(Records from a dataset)
◇ ◇ ◇ ◇
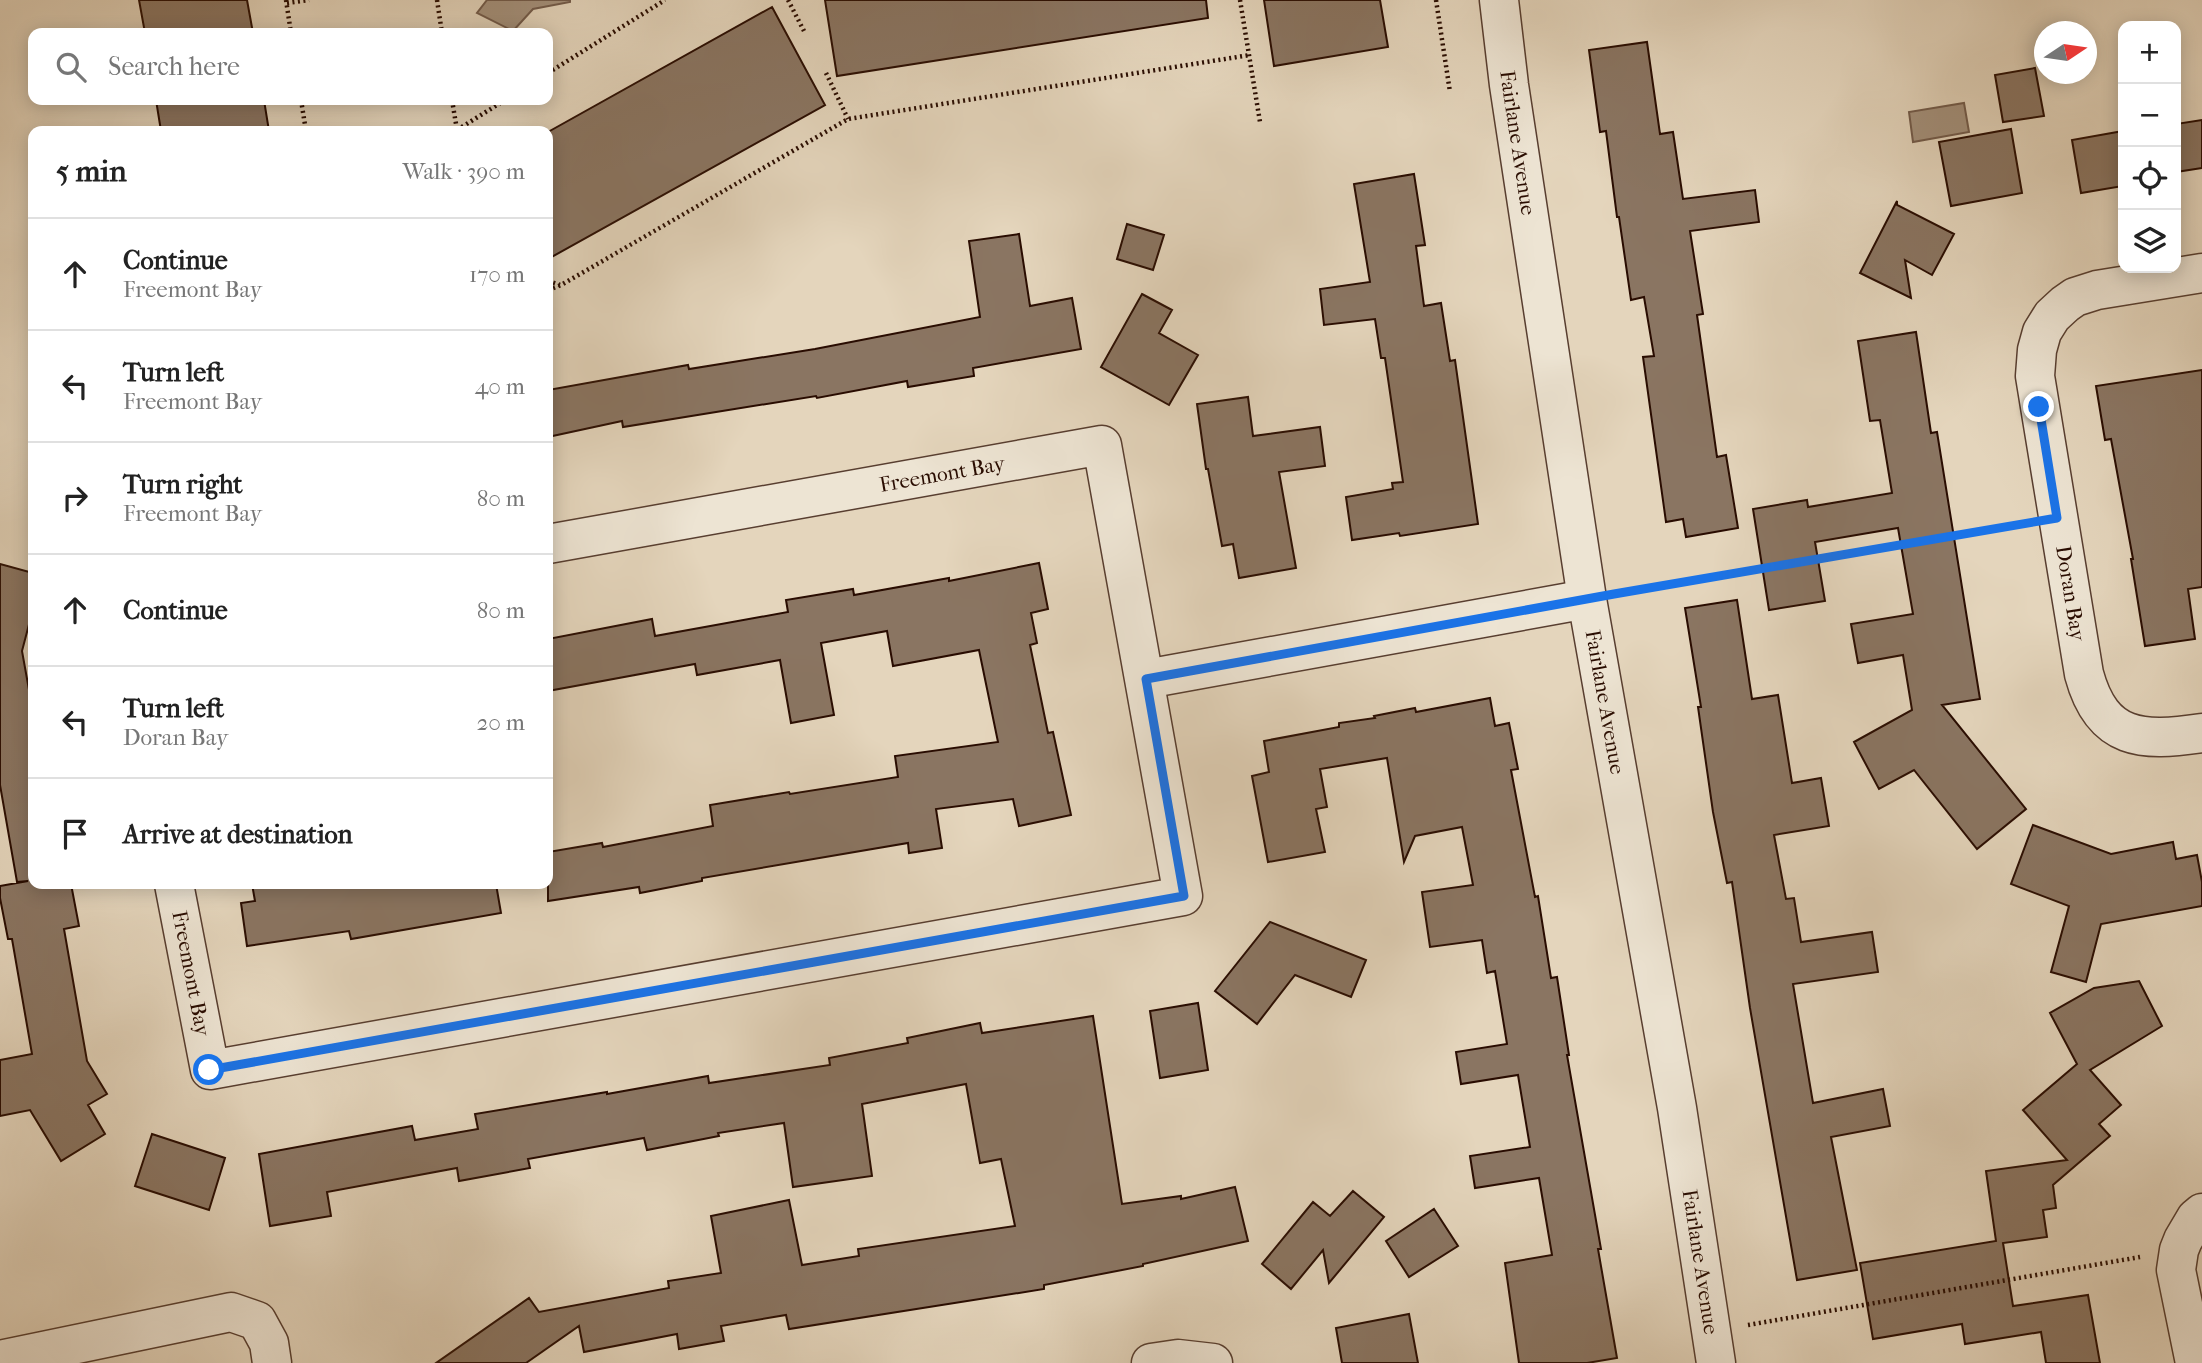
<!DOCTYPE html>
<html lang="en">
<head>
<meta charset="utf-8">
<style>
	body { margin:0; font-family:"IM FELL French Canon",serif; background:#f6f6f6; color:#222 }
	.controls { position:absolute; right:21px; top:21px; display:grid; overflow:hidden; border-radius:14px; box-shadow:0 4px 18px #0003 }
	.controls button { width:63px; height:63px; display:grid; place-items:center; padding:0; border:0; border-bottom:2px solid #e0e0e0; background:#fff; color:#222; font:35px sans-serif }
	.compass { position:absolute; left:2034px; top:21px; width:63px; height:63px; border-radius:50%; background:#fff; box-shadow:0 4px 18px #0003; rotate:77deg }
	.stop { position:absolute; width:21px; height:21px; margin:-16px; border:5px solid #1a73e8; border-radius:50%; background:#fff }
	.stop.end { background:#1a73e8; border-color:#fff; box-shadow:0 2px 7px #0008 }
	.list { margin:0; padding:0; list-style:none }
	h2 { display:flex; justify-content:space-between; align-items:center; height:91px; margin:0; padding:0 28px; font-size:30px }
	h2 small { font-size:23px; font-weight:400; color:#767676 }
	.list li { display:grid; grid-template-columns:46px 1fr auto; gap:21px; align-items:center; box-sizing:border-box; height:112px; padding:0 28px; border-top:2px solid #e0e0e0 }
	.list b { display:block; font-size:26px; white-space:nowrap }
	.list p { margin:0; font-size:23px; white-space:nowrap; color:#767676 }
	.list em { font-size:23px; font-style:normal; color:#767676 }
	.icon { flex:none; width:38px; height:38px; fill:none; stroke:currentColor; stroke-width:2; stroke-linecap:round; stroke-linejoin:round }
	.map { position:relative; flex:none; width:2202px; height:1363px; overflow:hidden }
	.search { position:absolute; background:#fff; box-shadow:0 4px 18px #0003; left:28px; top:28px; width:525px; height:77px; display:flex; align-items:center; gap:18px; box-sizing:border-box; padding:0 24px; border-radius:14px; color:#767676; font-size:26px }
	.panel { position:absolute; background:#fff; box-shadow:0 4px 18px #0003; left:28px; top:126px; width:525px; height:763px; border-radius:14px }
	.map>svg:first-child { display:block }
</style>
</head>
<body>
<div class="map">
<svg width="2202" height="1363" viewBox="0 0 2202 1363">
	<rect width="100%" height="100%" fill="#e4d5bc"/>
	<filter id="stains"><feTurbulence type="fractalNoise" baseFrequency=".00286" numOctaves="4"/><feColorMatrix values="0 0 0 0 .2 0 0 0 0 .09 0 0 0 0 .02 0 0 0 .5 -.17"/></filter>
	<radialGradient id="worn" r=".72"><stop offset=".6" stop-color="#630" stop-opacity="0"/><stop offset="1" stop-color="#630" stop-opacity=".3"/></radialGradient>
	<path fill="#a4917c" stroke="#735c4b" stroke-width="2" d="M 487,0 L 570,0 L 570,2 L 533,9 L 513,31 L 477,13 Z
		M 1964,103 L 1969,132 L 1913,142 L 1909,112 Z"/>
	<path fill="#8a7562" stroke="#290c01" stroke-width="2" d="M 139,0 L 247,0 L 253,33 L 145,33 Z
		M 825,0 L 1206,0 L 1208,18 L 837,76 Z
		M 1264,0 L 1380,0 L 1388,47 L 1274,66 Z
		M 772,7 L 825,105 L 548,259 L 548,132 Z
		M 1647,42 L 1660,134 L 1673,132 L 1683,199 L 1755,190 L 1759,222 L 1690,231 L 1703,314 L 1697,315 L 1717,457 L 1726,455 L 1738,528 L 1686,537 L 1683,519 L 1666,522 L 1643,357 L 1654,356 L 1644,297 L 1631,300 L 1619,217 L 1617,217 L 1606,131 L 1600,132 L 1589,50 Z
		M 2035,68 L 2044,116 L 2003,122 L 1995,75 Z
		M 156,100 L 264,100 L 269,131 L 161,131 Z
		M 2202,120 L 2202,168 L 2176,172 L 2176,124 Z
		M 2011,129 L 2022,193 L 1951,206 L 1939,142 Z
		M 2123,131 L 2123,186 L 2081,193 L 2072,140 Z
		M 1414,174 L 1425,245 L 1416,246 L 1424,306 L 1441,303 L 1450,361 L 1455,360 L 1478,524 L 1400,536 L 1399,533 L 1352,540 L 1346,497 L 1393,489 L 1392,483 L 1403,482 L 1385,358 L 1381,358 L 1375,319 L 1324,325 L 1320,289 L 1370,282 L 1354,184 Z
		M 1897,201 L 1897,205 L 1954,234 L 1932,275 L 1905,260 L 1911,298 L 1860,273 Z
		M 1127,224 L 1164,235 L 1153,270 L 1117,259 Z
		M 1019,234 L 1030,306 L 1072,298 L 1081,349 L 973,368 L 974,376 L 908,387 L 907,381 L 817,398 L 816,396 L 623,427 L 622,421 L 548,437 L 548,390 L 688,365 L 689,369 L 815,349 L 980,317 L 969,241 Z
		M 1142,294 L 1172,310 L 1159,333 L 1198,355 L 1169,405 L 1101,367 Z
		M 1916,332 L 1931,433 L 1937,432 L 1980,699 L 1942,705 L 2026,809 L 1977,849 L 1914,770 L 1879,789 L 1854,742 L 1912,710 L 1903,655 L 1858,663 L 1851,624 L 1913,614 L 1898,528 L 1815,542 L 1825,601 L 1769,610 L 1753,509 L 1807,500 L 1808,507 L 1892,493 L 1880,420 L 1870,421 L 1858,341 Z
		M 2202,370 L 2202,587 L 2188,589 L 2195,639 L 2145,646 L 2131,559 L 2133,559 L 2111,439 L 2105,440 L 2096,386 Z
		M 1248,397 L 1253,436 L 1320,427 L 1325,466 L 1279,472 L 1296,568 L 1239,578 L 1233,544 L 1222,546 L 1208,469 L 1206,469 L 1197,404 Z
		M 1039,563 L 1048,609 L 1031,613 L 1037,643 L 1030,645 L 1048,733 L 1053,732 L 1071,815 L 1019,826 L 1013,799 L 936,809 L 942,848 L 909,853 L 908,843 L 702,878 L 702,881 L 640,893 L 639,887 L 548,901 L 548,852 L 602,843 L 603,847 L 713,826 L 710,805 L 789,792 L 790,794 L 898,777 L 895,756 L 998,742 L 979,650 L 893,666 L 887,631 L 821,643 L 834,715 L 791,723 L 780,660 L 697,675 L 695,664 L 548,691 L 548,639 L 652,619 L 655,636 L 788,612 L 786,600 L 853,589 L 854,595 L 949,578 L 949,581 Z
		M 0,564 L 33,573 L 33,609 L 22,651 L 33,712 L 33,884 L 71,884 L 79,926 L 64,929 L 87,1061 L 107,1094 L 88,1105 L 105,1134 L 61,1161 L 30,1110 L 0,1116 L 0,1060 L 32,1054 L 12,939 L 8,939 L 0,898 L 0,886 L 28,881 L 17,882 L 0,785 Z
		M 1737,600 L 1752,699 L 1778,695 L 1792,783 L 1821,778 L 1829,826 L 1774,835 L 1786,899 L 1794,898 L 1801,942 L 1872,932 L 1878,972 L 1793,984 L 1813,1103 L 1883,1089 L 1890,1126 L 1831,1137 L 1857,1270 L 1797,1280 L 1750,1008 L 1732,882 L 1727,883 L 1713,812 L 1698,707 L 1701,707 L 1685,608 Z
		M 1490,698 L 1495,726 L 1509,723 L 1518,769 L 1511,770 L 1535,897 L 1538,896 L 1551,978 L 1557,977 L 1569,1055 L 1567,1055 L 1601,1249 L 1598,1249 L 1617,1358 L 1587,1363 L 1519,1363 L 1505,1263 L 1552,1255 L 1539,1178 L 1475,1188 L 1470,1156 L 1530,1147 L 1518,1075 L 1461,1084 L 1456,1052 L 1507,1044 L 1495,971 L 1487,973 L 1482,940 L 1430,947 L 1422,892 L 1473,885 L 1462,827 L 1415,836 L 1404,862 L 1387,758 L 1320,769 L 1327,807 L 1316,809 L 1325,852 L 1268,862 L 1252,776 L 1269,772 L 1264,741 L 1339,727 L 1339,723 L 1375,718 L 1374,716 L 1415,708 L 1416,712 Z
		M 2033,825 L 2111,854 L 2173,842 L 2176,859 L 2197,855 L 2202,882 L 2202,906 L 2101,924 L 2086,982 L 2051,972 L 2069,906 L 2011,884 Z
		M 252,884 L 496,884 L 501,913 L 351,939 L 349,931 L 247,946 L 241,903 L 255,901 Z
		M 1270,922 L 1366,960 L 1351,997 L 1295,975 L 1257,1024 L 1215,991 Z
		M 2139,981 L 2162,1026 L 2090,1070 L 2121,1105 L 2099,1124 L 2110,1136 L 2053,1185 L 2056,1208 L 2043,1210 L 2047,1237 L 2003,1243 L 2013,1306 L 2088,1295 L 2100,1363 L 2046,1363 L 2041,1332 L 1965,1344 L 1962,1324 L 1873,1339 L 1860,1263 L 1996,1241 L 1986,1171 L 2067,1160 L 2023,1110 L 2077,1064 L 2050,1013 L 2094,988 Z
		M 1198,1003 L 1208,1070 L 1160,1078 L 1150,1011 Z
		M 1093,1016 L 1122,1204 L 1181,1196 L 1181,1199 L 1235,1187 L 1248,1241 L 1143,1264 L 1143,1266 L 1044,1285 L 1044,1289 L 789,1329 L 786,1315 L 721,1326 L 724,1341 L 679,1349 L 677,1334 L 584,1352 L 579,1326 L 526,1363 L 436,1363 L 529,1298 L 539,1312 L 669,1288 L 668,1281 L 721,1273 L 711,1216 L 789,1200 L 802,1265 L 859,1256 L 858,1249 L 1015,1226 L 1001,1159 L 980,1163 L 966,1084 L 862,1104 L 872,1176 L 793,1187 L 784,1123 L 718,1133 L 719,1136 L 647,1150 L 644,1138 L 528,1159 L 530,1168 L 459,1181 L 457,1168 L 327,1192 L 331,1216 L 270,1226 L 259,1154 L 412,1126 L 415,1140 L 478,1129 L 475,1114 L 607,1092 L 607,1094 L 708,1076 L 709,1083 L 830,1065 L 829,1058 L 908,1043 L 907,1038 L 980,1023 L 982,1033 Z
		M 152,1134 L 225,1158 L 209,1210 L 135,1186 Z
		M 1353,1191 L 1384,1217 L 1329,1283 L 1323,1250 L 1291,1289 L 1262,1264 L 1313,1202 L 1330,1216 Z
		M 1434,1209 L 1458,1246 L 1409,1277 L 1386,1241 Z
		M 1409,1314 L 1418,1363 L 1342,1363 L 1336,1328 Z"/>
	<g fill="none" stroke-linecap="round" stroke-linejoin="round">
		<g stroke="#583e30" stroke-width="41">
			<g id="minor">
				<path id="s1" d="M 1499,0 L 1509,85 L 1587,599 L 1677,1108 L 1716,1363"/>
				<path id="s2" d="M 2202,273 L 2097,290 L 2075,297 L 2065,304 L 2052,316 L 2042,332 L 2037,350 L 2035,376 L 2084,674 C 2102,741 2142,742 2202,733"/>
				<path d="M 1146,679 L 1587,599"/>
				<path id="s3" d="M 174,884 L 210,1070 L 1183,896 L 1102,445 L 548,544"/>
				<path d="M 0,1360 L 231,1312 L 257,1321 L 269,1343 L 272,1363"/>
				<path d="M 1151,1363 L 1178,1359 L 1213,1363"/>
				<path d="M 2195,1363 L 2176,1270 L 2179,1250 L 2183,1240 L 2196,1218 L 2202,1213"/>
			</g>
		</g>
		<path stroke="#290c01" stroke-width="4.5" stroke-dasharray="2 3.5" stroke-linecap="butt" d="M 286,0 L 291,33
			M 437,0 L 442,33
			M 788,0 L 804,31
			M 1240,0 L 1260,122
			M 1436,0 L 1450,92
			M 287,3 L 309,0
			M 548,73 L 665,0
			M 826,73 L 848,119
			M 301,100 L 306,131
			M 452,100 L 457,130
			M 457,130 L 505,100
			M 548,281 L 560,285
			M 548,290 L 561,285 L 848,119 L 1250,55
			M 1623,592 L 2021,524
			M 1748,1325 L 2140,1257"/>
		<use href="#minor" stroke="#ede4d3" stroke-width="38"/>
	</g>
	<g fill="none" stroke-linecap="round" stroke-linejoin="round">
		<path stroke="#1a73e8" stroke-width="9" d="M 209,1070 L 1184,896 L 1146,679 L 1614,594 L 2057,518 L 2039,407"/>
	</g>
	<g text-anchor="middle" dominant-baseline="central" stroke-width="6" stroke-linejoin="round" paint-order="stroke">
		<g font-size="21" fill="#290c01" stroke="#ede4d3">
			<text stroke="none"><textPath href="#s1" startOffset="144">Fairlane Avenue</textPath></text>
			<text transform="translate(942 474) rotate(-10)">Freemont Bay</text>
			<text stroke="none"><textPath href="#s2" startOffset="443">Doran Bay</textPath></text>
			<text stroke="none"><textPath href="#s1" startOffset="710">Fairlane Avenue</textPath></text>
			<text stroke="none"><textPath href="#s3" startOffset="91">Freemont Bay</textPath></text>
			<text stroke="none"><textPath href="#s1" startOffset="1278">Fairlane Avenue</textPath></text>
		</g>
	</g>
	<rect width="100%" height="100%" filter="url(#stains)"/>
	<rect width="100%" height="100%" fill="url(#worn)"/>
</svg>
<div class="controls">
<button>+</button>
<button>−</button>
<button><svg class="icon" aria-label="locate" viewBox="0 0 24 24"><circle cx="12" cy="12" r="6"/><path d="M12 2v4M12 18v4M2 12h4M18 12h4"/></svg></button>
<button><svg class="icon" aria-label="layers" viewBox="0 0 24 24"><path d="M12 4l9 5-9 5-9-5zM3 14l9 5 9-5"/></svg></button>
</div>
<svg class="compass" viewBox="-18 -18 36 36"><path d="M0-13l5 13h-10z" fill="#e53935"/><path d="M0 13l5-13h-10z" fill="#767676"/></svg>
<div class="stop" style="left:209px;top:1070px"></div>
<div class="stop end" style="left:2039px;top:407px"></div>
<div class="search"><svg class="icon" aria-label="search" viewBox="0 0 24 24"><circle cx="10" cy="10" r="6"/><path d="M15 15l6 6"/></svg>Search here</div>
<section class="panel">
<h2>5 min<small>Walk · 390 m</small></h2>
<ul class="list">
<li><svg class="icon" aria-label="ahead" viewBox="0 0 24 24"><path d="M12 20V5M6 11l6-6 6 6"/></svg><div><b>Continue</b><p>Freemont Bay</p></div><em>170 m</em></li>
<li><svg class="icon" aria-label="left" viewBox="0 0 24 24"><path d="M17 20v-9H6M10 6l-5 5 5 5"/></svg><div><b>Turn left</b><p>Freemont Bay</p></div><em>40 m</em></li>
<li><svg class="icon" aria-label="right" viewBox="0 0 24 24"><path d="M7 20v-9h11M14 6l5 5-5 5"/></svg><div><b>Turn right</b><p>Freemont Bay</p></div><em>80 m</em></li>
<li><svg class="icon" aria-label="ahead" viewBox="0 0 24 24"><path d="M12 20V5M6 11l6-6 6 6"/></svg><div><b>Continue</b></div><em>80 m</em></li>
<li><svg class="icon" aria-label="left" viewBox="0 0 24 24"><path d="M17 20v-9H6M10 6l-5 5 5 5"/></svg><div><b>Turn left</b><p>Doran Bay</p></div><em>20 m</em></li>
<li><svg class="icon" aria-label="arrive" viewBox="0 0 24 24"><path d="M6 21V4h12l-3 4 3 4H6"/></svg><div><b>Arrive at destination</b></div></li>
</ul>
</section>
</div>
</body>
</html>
◇ ◇ ◇ ◇
Work instruction: The first line of the entries, the line containing "width:63px; height:63px; display:grid;", and every line between them are to be output exactly; pictures are not.

Answer box:
<!DOCTYPE html>
<html lang="en">
<head>
<meta charset="utf-8">
<style>
	body { margin:0; font-family:"IM FELL French Canon",serif; background:#f6f6f6; color:#222 }
	.controls { position:absolute; right:21px; top:21px; display:grid; overflow:hidden; border-radius:14px; box-shadow:0 4px 18px #0003 }
	.controls button { width:63px; height:63px; display:grid; place-items:center; padding:0; border:0; border-bottom:2px solid #e0e0e0; background:#fff; color:#222; font:35px sans-serif }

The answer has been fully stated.